**TASK REQUIREMENTS:** Look through the records below and give the number of lines holding the string "function", nothing more.

**RECORD EXCERPTS:**
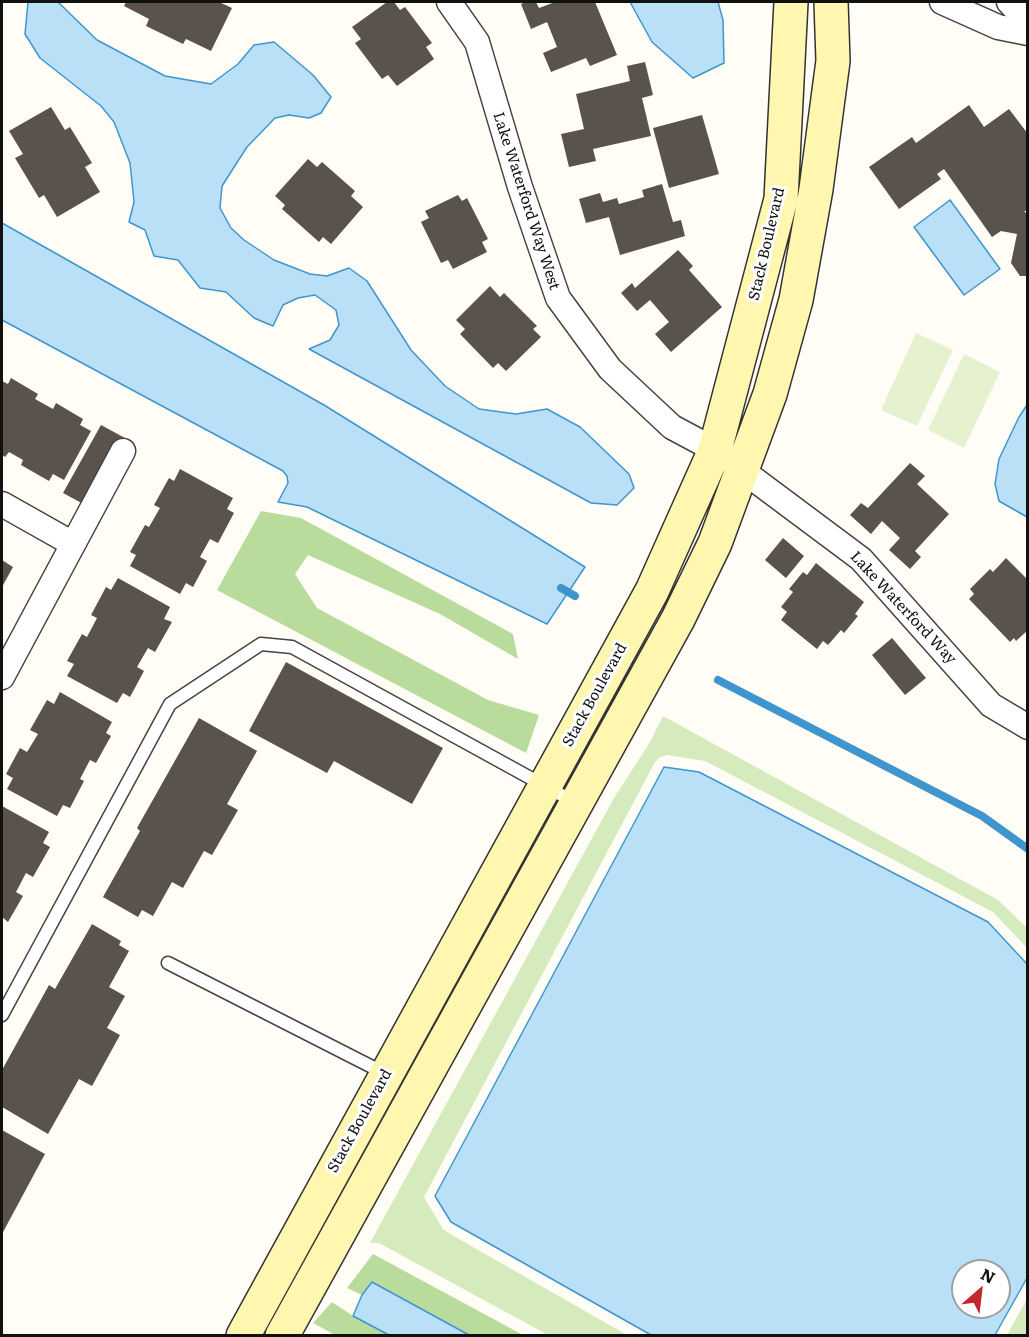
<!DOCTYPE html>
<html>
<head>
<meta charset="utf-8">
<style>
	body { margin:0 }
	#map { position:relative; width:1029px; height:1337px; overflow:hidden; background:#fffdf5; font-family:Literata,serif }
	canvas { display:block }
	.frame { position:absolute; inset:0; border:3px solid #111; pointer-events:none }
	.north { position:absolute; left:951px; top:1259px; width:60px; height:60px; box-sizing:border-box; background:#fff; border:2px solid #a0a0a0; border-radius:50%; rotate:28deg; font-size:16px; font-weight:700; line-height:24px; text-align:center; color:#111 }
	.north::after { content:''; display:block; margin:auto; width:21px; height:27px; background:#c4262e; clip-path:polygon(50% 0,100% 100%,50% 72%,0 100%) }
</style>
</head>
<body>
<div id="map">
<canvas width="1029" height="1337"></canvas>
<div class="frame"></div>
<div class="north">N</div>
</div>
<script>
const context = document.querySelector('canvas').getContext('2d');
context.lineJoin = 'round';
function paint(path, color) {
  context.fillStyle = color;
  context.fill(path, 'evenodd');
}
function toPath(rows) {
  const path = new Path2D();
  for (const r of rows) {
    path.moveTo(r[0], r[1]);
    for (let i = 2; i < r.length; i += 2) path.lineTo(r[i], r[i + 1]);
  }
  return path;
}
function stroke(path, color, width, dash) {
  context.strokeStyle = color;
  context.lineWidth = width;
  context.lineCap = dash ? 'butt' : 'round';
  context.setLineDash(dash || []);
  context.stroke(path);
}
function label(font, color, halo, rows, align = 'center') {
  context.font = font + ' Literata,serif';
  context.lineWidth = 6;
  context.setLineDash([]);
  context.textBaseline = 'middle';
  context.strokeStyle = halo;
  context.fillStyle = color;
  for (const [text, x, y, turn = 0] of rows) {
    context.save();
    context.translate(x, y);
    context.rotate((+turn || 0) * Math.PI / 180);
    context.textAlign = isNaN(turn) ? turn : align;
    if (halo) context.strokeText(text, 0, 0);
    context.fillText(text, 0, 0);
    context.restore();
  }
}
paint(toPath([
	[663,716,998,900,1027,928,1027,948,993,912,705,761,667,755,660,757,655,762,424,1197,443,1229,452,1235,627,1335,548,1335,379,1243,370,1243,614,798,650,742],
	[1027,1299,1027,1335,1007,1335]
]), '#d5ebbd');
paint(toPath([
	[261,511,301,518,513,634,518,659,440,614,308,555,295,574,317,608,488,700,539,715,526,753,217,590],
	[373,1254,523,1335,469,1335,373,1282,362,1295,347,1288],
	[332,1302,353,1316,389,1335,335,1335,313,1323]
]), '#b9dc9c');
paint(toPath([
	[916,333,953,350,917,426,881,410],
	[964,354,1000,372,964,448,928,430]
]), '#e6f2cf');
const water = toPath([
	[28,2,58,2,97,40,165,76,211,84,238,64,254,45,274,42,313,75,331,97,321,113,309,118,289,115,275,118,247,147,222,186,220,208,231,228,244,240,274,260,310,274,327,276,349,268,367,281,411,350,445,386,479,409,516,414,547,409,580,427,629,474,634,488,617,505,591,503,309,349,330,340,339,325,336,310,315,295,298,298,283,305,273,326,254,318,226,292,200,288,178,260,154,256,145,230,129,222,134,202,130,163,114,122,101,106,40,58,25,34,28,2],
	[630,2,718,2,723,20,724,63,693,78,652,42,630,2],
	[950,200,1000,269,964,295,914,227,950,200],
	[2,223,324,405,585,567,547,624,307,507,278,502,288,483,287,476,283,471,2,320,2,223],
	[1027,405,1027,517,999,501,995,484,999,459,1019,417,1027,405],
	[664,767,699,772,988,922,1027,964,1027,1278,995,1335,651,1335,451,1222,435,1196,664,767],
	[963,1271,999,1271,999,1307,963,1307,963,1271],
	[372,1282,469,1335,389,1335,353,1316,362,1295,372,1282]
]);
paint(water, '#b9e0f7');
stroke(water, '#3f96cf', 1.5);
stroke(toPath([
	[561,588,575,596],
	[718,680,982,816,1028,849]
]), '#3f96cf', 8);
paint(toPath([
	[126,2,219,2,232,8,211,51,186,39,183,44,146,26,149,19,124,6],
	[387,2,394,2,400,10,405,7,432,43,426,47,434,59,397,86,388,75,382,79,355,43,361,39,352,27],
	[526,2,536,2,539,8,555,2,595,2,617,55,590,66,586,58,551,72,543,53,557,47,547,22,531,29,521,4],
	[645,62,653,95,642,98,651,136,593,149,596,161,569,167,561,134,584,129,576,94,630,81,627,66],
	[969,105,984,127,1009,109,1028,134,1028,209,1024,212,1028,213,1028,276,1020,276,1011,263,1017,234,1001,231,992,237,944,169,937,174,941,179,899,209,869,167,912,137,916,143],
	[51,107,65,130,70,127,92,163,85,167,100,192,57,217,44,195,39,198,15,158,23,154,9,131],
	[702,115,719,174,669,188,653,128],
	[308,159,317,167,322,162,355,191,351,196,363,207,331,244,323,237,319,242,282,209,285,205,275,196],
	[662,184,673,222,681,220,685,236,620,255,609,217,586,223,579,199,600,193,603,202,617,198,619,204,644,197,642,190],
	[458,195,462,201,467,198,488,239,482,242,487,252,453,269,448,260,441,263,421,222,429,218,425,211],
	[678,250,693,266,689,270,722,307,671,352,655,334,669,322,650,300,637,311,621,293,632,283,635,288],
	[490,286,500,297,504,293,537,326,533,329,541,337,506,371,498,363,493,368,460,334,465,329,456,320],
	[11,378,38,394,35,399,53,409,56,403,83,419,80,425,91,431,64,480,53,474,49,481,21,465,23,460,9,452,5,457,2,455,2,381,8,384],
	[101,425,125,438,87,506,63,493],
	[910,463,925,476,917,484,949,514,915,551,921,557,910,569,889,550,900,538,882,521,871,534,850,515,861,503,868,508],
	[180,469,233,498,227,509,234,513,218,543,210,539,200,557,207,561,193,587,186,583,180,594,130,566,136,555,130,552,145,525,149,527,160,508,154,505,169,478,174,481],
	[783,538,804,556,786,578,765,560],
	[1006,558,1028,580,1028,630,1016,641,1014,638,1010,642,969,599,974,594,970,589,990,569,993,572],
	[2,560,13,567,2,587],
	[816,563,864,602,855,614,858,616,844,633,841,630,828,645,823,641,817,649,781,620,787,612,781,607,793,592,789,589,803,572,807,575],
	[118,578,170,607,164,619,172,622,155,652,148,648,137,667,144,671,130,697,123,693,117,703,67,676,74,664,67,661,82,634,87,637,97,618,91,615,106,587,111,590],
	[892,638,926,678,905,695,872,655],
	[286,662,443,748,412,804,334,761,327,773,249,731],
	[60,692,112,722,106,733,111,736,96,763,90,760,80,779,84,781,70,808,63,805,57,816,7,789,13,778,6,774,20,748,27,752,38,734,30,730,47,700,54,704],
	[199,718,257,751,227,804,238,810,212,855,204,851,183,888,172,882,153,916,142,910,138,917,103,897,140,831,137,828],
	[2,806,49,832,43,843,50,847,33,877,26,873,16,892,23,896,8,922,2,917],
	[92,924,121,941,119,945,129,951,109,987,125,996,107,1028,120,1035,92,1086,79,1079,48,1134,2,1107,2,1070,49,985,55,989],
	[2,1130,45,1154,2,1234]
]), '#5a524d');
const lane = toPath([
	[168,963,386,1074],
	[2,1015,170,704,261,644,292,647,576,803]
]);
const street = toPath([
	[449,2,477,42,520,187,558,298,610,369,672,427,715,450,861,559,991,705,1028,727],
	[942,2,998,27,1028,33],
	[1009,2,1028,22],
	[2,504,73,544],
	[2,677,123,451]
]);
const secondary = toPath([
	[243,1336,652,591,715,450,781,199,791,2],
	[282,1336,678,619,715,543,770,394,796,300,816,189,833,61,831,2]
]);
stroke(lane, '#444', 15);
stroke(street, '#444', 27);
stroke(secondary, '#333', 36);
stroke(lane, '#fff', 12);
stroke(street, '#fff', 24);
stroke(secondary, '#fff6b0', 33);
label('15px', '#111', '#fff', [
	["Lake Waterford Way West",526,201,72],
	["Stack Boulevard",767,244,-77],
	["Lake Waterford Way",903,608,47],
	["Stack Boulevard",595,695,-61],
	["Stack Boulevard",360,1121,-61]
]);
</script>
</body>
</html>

**WRITTEN RESPONSE:** 4